284 F2d 239 Heilman v. Ginberg
284 F.2d 239
Louis HEILMAN, Appellant
Louis GINBERG et al., Appellees.
United States Court of Appeals District of Columbia Circuit.
Argued October 24, 1960.
Decided November 17, 1960.
Mr. Carleton U. Edwards, II, Washington, D. C., with whom Mr. Bernard Margolius, Washington, D. C., was on the brief, for appellant. Mr. Ralph H. Deckelbaum, Washington, D. C., also entered an appearance for appellant.
Mr. John E. Powell, Washington, D. C., with whom Mr. David G. Berger, Washington, D. C., was on the brief, for appellees Heilman.
Mr. Alvin L. Newmyer, Washington, D. C., for appellee Ginberg.

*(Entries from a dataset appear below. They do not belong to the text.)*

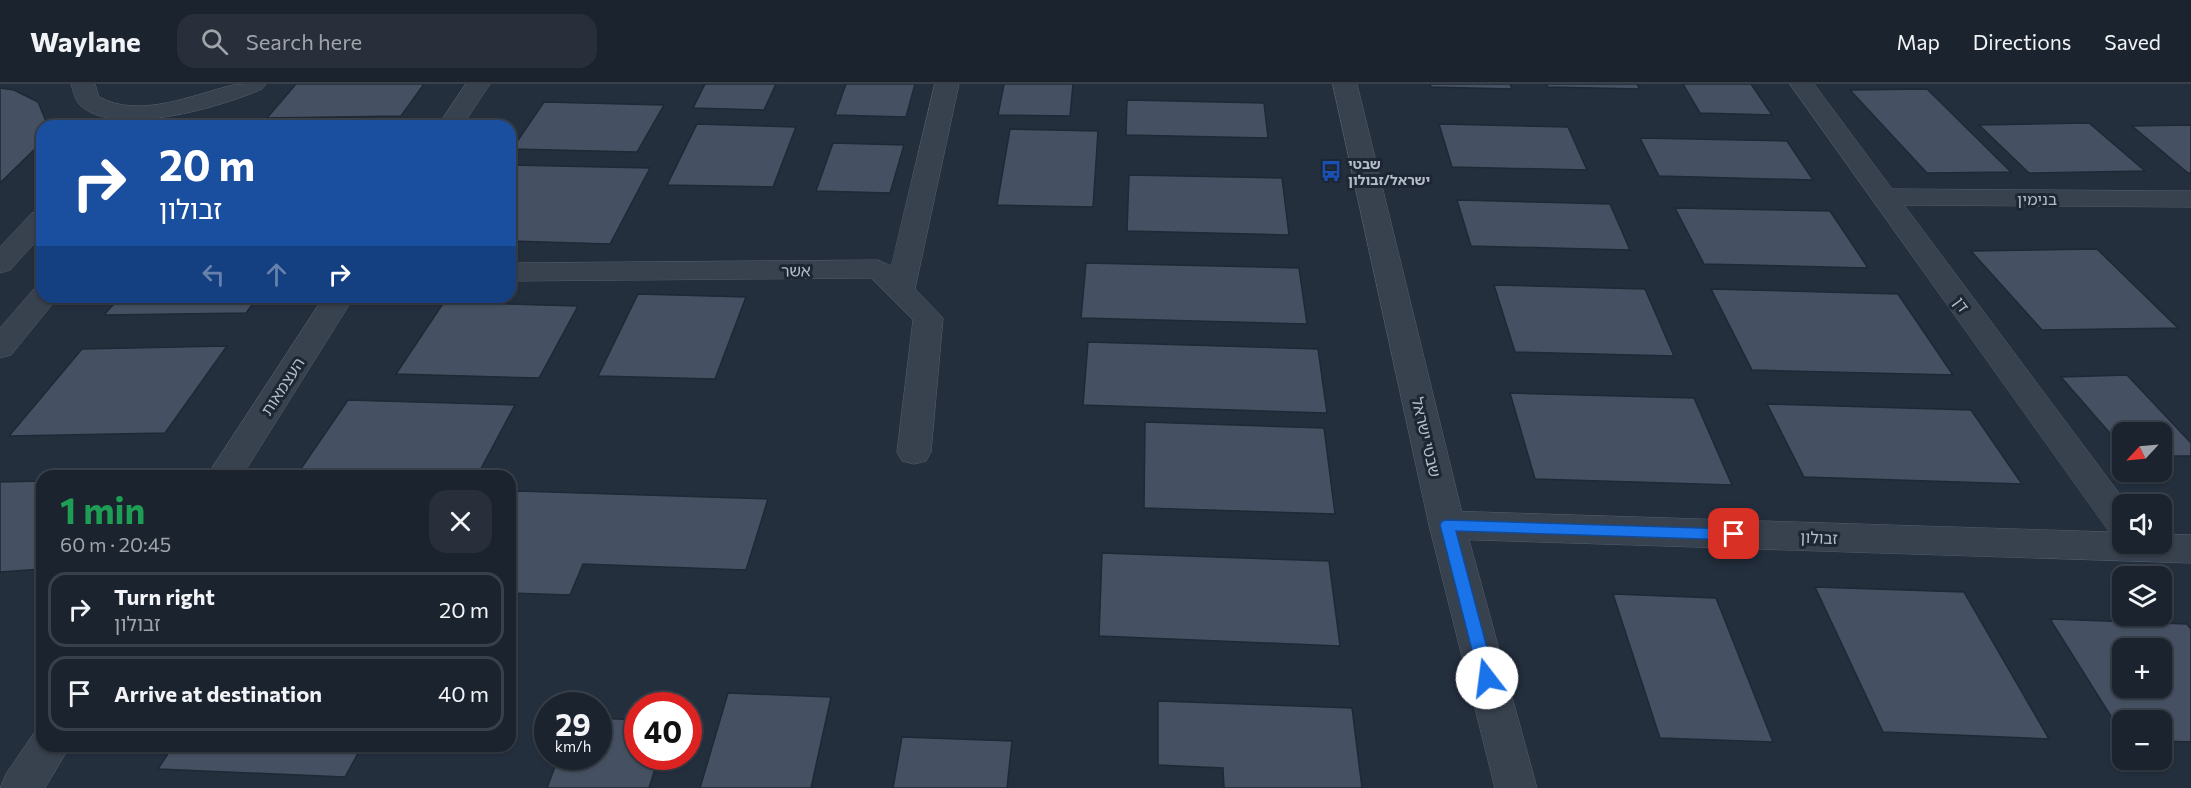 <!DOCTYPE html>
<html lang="en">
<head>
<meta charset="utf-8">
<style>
	body { margin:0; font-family:Commissioner,"Noto Sans Hebrew",sans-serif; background:#282f3a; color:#f1f3f6; height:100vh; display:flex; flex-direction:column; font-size:22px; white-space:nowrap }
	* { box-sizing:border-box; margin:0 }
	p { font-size:20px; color:#a0a4aa }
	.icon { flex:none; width:33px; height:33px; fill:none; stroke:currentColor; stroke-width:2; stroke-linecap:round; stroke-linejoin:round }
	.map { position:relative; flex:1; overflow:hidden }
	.side { position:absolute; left:36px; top:386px; width:480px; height:282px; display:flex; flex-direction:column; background:#1b232e; border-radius:18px; box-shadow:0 2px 4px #0004,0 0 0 2px #39404a }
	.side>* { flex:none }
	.banner { position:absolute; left:36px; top:36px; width:480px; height:183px; border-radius:18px; box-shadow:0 2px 4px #0004,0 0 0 2px #39404a; background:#1a4fa0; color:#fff; overflow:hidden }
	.needle { width:39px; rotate:244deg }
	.buttons { position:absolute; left:2112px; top:338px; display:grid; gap:12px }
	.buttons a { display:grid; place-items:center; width:60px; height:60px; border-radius:12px; background:#1b232e; box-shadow:0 2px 4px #0004,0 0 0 2px #39404a; font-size:30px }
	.speed { position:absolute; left:534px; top:608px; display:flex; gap:12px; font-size:30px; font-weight:700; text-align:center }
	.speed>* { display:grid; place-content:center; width:78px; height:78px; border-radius:50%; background:#1b232e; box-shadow:0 2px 4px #0004,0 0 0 2px #39404a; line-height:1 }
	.speed small { font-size:15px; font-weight:400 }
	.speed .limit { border:9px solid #d22; background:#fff; color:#111 }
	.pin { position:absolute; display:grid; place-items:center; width:51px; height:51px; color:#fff; margin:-26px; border-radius:12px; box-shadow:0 3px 9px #0006 }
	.me { position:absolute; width:66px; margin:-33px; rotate:345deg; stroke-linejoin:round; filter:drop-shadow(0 0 4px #0008) }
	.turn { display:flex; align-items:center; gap:21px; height:126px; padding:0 24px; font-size:27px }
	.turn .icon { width:78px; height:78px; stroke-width:2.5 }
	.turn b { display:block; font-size:42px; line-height:51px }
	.lanes { display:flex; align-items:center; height:57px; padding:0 24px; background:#0003; justify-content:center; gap:30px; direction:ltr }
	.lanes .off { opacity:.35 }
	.round { display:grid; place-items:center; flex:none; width:63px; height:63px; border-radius:18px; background:#282f3a }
	.summary { display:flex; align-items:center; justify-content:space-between; height:102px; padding:0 24px }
	h1 { font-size:36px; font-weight:700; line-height:45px; color:#1e9e55 }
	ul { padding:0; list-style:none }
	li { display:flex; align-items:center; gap:18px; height:75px; margin:0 12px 9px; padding:0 12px; border:3px solid #39404a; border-radius:18px }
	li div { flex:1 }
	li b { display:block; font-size:22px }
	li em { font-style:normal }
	header { display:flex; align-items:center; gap:36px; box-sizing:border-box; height:84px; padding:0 30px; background:#1b232e; border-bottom:2px solid #39404a }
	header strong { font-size:28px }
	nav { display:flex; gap:33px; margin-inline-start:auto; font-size:21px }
	.search { width:420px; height:54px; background:#282f3a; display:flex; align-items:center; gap:15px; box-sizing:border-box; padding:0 21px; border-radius:18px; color:#a0a4aa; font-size:22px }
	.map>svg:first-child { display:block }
	.building { fill:#455162; stroke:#1f2835; stroke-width:1.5; fill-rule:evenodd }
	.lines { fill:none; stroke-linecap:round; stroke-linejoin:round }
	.minor-casing { stroke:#565f6c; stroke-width:1 }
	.tertiary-casing { stroke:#565f6c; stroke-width:1 }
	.minor { fill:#38414e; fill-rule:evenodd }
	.tertiary { fill:#38414e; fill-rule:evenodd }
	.route { fill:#1a73e8; stroke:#114b97; stroke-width:1.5 }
	.labels { text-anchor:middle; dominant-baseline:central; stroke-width:6; stroke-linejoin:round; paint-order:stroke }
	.far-poi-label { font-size:14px; font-weight:bold; fill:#b4bcc9; stroke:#1d2633; text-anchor:start }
	.street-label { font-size:16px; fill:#b4bcc9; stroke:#1d2633 }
</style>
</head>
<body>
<header>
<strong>Waylane</strong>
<div class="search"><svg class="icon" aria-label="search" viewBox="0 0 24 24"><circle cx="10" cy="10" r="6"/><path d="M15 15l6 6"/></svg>Search here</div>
<nav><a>Map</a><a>Directions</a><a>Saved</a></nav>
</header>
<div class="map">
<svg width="2191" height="704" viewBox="0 0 2191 704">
	<rect width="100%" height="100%" fill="#242f3e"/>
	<g class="building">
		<polygon points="296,0 424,0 401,32 267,34"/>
		<polygon points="705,0 776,0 764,26 693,24"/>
		<polygon points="846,0 915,0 906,33 835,31"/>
		<polygon points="1004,0 1073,0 1070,32 998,31"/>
		<polygon points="1430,0 1510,0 1512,5 1431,3"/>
		<polygon points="1546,0 1637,0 1640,5 1548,3"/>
		<polygon points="1683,0 1751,0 1772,31 1700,29"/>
		<polygon points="0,4 14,6 38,18 48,42 42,42 42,58 0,99"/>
		<polygon points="1927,5 2011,88 1927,89 1850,6"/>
		<polygon points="1127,16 1264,19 1268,54 1126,51"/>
		<polygon points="544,18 664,21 637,68 512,65"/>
		<polygon points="2089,39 2145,87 2029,89 1979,41"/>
		<polygon points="697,40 796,43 773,103 667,101"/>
		<polygon points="1439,40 1568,43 1587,86 1452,83"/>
		<polygon points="2191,41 2191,89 2188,89 2132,42"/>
		<polygon points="1010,45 1098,47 1093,123 997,121"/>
		<polygon points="1640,54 1787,57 1813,96 1659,92"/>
		<polygon points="833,59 904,61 890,109 816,107"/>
		<polygon points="510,81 650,84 610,160 510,157"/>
		<polygon points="1129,91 1282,94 1289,151 1127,147"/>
		<polygon points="1457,116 1610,120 1630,166 1471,162"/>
		<polygon points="1675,124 1830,127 1868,184 1704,180"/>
		<polygon points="2097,165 2178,244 2042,246 1971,167"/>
		<polygon points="1086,179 1299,184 1307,240 1081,234"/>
		<polygon points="1494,201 1645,205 1674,272 1515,268"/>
		<polygon points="1711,205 1898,210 1953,291 1752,286"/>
		<polygon points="638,210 746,213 715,295 598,292"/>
		<polygon points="120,213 258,213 246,229 104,231"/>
		<polygon points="444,218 578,222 539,294 396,290"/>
		<polygon points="1088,258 1318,265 1327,329 1083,321"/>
		<polygon points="227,262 165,349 9,352 82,265"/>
		<polygon points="2127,291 2191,359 2191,372 2162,372 2162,348 2122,348 2122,363 2061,293"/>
		<polygon points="1510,309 1694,314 1732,401 1535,395"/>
		<polygon points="348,316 515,321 477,392 300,386"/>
		<polygon points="1767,320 1971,326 2022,400 1804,393"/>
		<polygon points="1145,338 1324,344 1335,430 1144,424"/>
		<polygon points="42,397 42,485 0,488 0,398"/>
		<polygon points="518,407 768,415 746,486 583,480 570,511 510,509 510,422"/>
		<polygon points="1102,469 1329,477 1340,562 1099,552"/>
		<polygon points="1815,503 1964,508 2049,655 1883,648"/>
		<polygon points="1613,510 1716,514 1773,658 1660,654"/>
		<path d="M2050,535L2187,540L2191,545V658L2162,657V636H2122V650ZM2122,564H2162V603H2122Z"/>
		<polygon points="728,609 831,613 811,704 700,704"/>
		<polygon points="1158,617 1352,624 1362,704 1224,704 1223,684 1158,681"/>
		<polygon points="598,634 638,636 638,672 659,672 649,704 547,704 559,672 598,672"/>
		<polygon points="902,653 1012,657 1007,704 893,704"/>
		<polygon points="173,662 362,662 345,693 158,685"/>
	</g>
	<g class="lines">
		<defs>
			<g id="minor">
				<polygon points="466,0 490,0 462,42 438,42"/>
				<polygon points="935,0 959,0 915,205 943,234 931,368 926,377 914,380 902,377 897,368 913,236 871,194 510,197 510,179 878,176 891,182"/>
				<polygon points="1790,0 1814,0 1892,105 2191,107 2191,123 1904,121 2127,420 2122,420 2122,459 2162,459 2162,450 2191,451 2191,479 1447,455 1434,451 1429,441 1434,431 1447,427 2109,448"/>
				<polygon points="324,213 354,213 242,392 207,392"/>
				<polygon points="42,646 42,662 70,662 45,704 0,704 6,690 34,649"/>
			</g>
			<g id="tertiary">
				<path d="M71,0H95L99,13C140,35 192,11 233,1C243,0 255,0 266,0L262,5C224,22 115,55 80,21C75,16 73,7 71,0Z"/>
				<polygon points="1333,0 1357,0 1465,441 1537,704 1495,704 1429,441"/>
				<polygon points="42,127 42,151 10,186 0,189 0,163 32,129"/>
				<polygon points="42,204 42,213 58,213 11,271 0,274 0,244 33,206"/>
			</g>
		</defs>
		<use href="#minor" class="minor-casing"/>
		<use href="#tertiary" class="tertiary-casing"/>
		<use href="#minor" class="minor"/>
		<use href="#tertiary" class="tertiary"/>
	</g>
	<polygon class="route" points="1447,436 1734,445 1739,446 1742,450 1739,455 1734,456 1456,447 1495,594 1493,599 1487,601 1481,599 1479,594 1440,441 1442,437"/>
	<defs>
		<symbol id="bus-bare" viewBox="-9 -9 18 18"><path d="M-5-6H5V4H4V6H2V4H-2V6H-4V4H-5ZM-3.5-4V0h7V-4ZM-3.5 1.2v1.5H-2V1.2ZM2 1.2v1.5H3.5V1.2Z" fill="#1a4fb4" stroke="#1d2633" stroke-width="2.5" paint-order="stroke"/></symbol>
	</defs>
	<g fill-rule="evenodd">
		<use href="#bus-bare" x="1316" y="72" width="30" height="30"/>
	</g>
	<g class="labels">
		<g class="far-poi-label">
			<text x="1348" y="79">שבטי<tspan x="1348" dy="16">ישראל/זבולון</tspan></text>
		</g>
		<g class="street-label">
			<text x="2037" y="114">בנימין</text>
			<text transform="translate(796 186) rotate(-1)">אשר</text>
			<text transform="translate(1962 220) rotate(54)">דן</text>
			<text transform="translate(282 302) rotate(-57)">העצמאות</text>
			<text transform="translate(1427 353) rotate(77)">שבטי ישראל</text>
			<text transform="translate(1819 453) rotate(2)">זבולון</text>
		</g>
	</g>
</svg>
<div class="buttons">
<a><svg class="needle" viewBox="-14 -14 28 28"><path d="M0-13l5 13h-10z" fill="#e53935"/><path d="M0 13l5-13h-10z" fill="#a0a4aa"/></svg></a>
<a><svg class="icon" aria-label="sound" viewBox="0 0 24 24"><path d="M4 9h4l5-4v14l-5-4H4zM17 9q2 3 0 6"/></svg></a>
<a><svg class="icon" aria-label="layers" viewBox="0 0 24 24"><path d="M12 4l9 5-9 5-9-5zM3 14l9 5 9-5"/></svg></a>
<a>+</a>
<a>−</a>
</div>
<div class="speed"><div>29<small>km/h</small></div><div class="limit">40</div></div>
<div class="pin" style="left:1734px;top:450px;background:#d93025"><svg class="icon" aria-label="arrive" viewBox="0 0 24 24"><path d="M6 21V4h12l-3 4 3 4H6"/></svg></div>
<svg class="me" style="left:1487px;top:594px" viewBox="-20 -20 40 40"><circle r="19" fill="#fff"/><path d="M0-13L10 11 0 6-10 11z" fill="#1a73e8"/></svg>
<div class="banner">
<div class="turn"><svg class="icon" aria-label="right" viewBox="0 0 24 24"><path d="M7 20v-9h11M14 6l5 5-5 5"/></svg><div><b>20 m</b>זבולון</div></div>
<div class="lanes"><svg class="icon off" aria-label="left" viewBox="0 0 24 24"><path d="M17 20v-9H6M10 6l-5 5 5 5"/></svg><svg class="icon off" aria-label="ahead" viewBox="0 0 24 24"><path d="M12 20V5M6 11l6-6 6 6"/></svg><svg class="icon" aria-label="right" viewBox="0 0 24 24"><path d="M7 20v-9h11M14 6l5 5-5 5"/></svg></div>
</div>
<section class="side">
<div class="summary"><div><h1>1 min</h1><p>60 m · 20:45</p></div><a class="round"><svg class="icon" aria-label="close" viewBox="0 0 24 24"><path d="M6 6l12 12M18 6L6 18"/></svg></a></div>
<ul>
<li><svg class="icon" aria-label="right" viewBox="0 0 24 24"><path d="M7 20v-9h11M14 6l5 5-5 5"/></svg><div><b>Turn right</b><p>זבולון</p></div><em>20 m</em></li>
<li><svg class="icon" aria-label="arrive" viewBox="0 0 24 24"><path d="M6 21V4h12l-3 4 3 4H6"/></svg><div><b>Arrive at destination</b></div><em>40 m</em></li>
</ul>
</section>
</div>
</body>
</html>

Before Mr. Justice REED, retired,* and BASTIAN and BURGER, Circuit Judges.
BURGER, Circuit Judge.
J. Melvin Heilman and his brother, appellant Louis Heilman, each owned one half of all the stock of a corporation engaged in the retail liquor business. They executed an agreement to the effect that upon the death of either, the survivor would be entitled to purchase the decedent's stock at a price governed by a formula set forth in the agreement.1 This is, of course, not an uncommon arrangement in closely held corporations. Thereafter J. Melvin Heilman died; his stock was appraised at approximately $60,000 and the surviving brother, appellant here, tendered performance of the stock purchase agreement. Louis Ginberg and appellant, as executors, then filed in the Probate Court a petition for ratification of the proposed sale of stock to appellant. Decedent's widow and the guardian ad litem of decedent's minor children filed objections on the ground that a conflict of interest existed because of appellee's position as executor and also as purchaser; they also challenged the decedent's competence to execute the stock purchase agreement, which was executed on the same day as decedent's will. Appellant then resigned as executor and was duly released and discharged. Judge Holtzoff, presiding in Motions Court, against this background denied the petition for confirmation of the stock purchase agreement without prejudice to its renewal unless an appropriate action was filed by a given date to set aside the agreement. No such action was filed.
The sole remaining executor, Louis Ginberg, then filed a supplemental petition which reported the developments to the Probate Court and asked for instructions. Thereafter the District Court in special term as Probate Court purported to instruct the executor with respect to performance of the contract and appellant seeks review of that order, contending (1) the Probate Court had no jurisdiction to pass on the validity or the effect of the contract; (2) that the order of the Probate Court is not binding on appellant since he was not a party to the proceeding.
It is clear that whatever its terms, the order in the probate proceedings constitutes nothing more than instructions to the executor; it is not binding on appellant and it does not affect his rights under the stock purchase agreement. The Probate Court, of course, had no jurisdiction to make any order affecting appellant's rights under the stock purchase agreement. The order appealed from need not be read as going beyond instructing the executor as to what steps he was to take. That order does not inhibit appellant in any claim he may assert and the appropriate court having jurisdiction is free to construe the contract in any action instituted to enforce rights under that contract.2 So construed the order appealed from is not one which adversely affects appellant.
Since appellant was not a party to the proceeding or in any way subject to the jurisdiction of the Probate Court, he had no right to appeal. Fed.R.Civ.P. rule 73 (a), 28 U.S.C.A.; United States v. Seigel, 1948, 83 U.S.App.D.C. 88, 168 F.2d 143; Barksdale v. Morgan, 1910, 34 App. D.C. 549.
Sitting by designation pursuant to the provisions of 28 U.S.C. § 294(a)
The stock purchase agreement provides, among other things, for an option in favor of one of decedent's sons, effective under conditions not relevant to our disposition of this appeal. The claims advanced by decedent's son present a contest as between the son and the appellant over the right to acquire decedent's 50% stock interest
Appellee freely concedes that the order in question didnot adjudicate appellant's rights under the contract but was simply a direction to the executor.